A fronte di una media comunque non elevata tra tutti gli Stati dell’Unione (circa il 40%), l’Italia si piazza al momento al penultimo posto, con una percentuale pari al 30,7%, facendo meglio, si fa per dire, solo della Croazia (30%). Che però dell’Unione fa parte solo dal 2013. Quel che è peggio, è che si tratta esattamente della stessa percentuale di cosiddetto assorbimento sperimentata nel 2012. Segno, appunto, che certe debolezze del nostro sistema non cambiano mai e che, ancor peggio, non sembra esserci alcuna intenzione di cambiarle.
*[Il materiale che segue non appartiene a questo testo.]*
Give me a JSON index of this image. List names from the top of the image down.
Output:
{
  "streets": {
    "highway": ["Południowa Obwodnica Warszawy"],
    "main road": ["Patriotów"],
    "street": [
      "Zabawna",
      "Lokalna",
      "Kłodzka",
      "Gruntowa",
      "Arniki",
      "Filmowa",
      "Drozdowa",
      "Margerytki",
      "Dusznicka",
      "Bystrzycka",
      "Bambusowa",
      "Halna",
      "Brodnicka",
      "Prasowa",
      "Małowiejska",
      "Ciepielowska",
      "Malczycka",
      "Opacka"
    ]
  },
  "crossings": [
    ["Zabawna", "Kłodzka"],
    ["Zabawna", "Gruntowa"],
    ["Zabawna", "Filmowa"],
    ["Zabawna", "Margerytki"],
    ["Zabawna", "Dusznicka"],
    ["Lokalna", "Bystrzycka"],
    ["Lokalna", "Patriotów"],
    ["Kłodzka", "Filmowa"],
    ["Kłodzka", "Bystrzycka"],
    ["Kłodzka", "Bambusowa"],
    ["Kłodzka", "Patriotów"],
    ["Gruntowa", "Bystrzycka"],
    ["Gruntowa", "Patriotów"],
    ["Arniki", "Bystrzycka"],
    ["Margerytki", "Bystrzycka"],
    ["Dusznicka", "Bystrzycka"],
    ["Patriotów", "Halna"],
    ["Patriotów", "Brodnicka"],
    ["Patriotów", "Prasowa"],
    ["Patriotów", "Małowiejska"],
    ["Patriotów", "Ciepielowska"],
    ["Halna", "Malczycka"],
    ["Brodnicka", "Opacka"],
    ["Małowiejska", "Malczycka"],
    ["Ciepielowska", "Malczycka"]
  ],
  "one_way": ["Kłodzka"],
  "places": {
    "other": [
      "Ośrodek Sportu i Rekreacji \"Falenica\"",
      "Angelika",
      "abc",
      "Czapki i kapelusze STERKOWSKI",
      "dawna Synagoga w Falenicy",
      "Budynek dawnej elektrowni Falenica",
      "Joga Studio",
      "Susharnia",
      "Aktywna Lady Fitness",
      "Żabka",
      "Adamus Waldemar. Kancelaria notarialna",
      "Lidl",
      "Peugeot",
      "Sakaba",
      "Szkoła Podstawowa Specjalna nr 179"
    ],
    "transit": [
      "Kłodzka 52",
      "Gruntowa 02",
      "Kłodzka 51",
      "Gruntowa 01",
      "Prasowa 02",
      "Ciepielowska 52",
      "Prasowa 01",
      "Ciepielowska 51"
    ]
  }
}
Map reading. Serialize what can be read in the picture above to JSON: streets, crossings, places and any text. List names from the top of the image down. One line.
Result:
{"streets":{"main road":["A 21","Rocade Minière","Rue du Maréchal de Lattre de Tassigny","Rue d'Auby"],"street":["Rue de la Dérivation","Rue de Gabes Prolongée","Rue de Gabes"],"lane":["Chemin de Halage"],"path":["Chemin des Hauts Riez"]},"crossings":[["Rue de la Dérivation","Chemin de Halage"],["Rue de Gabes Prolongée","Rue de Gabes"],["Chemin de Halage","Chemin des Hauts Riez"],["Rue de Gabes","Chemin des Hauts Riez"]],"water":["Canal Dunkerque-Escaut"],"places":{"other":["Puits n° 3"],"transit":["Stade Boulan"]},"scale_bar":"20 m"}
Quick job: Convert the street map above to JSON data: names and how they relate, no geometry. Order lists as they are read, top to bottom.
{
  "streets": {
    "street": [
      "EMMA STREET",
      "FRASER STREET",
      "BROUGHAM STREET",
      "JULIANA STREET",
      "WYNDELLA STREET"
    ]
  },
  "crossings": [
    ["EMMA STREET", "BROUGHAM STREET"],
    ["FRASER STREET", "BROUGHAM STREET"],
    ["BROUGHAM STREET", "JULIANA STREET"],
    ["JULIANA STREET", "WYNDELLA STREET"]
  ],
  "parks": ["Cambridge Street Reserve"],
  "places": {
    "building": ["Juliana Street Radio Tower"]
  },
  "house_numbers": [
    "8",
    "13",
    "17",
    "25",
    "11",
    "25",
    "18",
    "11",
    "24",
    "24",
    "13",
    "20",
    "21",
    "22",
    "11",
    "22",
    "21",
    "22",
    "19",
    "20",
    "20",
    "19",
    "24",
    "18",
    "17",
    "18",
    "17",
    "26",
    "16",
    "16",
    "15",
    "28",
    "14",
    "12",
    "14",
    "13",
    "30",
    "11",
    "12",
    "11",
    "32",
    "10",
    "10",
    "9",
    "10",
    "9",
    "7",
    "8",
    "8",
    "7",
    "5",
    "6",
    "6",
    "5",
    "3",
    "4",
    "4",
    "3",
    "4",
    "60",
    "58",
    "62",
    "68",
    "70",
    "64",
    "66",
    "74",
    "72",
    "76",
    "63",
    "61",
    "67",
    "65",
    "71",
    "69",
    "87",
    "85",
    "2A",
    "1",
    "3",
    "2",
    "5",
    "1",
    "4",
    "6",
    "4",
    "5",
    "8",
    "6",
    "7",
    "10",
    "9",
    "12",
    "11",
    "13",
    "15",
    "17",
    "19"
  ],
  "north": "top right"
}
Eppure, i primi mesi di questa emergenza sanitaria sembravano promettenti dal punto di vista dell’allentamento della burocrazia. Ma man mano che il tempo passa, tuttavia, il pendolo sembra tornare nella posizione iniziale, con nessuna prospettiva di un vero miglioramento. Equivale a sparare sulla Croce Rossa la quantificazione dei danni economici e dei ritardi che la burocrazia ha causato al nostro Paese. Si tratta di un prezzo che non siamo più in grado di sostenere. Abbiamo l’occasione unica di rivoluzionare ogni aspetto del nostro sistema produttivo e organizzativo. Stiamo chiedendo enormi sacrifici economici a tutti, stiamo sperimentando sui alunni e studenti modalità di somministrazione dell’istruzione innovative ma dall’effetto ancora incerto, stiamo obbligando intere categorie professionali a reinventarsi. È arrivato il momento che sia proprio la pubblica amministrazione a dare per prima un buon esempio, accettando quella rivoluzione che da troppo tempo il Paese attende.